Extract the records in full, leaving every picture out.

[Collected data]

────────

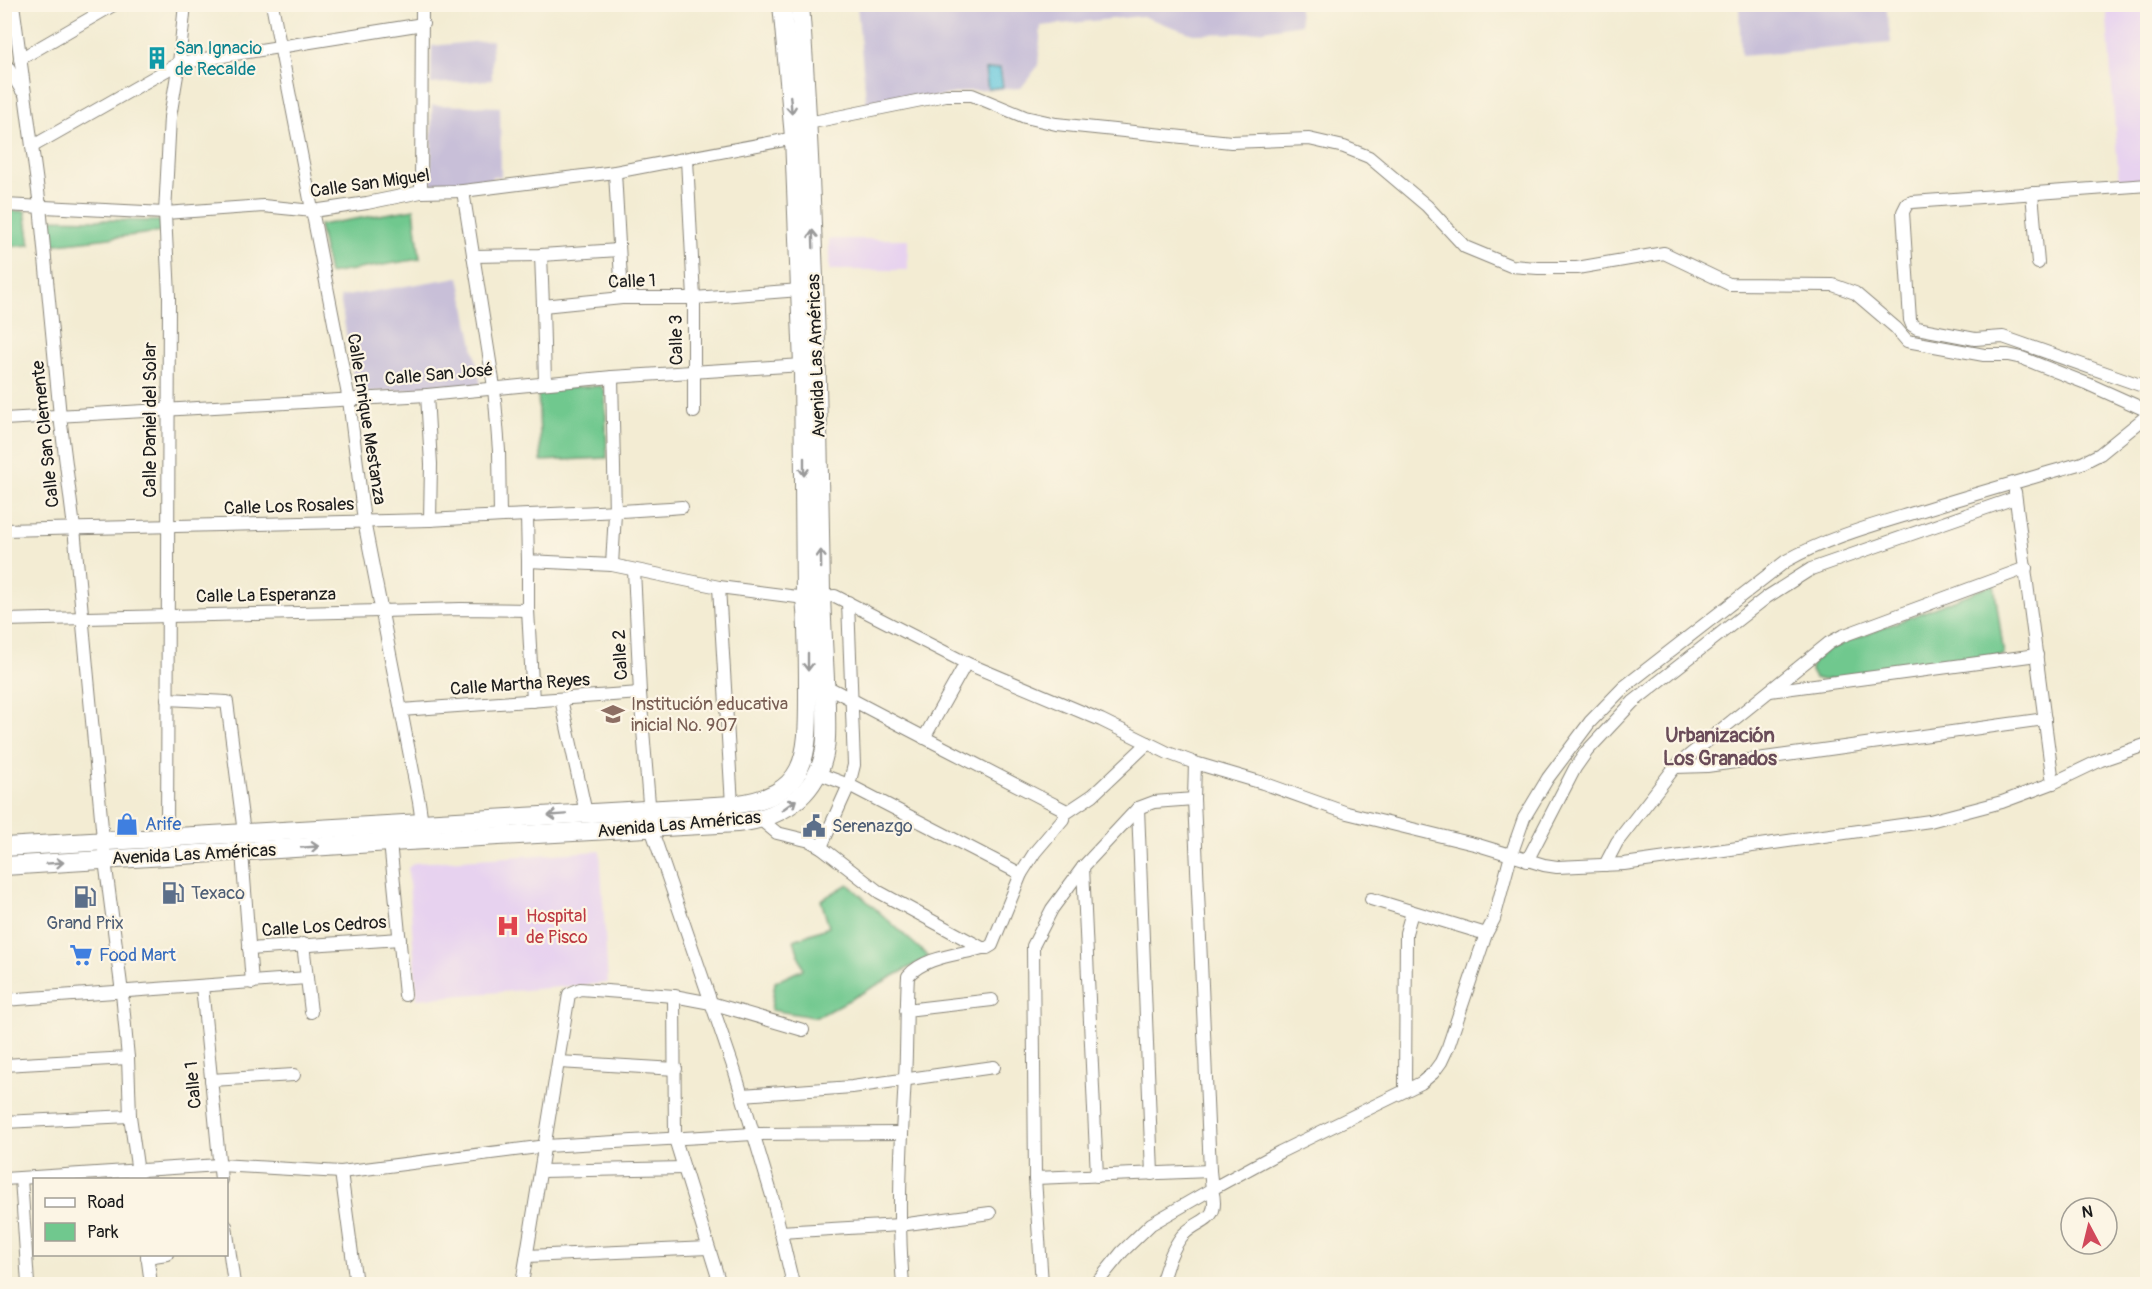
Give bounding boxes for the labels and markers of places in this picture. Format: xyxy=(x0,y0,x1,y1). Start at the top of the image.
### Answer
place label: San Ignacio de Recalde xyxy=(175,37,262,81)
building icon: San Ignacio de Recalde xyxy=(144,45,170,71)
place label: Institución educativa inicial No. 907 xyxy=(631,693,788,737)
school or university icon: Institución educativa inicial No. 907 xyxy=(600,701,626,727)
shop icon: Arife xyxy=(114,811,140,837)
place label: Arife xyxy=(145,813,182,836)
public building icon: Serenazgo xyxy=(801,813,827,839)
place label: Serenazgo xyxy=(832,815,913,838)
fuel station icon: Texaco xyxy=(160,880,186,906)
place label: Texaco xyxy=(191,882,245,905)
fuel station icon: Grand Prix xyxy=(72,884,98,910)
place label: Hospital de Pisco xyxy=(526,905,588,949)
place label: Grand Prix xyxy=(46,912,124,935)
hospital icon: Hospital de Pisco xyxy=(495,913,521,939)
supermarket icon: Food Mart xyxy=(68,942,94,968)
place label: Food Mart xyxy=(99,944,177,967)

────────

- **EXPECTED ANSWER**:
Give bounding boxes for the labels and markers of places in this picture. Format: xyxy=(x0,y0,x1,y1). Start at the top of the image.
### Answer
place label: San Ignacio de Recalde xyxy=(175,37,262,81)
building icon: San Ignacio de Recalde xyxy=(144,45,170,71)
place label: Institución educativa inicial No. 907 xyxy=(631,693,788,737)
school or university icon: Institución educativa inicial No. 907 xyxy=(600,701,626,727)
shop icon: Arife xyxy=(114,811,140,837)
place label: Arife xyxy=(145,813,182,836)
public building icon: Serenazgo xyxy=(801,813,827,839)
place label: Serenazgo xyxy=(832,815,913,838)
fuel station icon: Texaco xyxy=(160,880,186,906)
place label: Texaco xyxy=(191,882,245,905)
fuel station icon: Grand Prix xyxy=(72,884,98,910)
place label: Hospital de Pisco xyxy=(526,905,588,949)
place label: Grand Prix xyxy=(46,912,124,935)
hospital icon: Hospital de Pisco xyxy=(495,913,521,939)
supermarket icon: Food Mart xyxy=(68,942,94,968)
place label: Food Mart xyxy=(99,944,177,967)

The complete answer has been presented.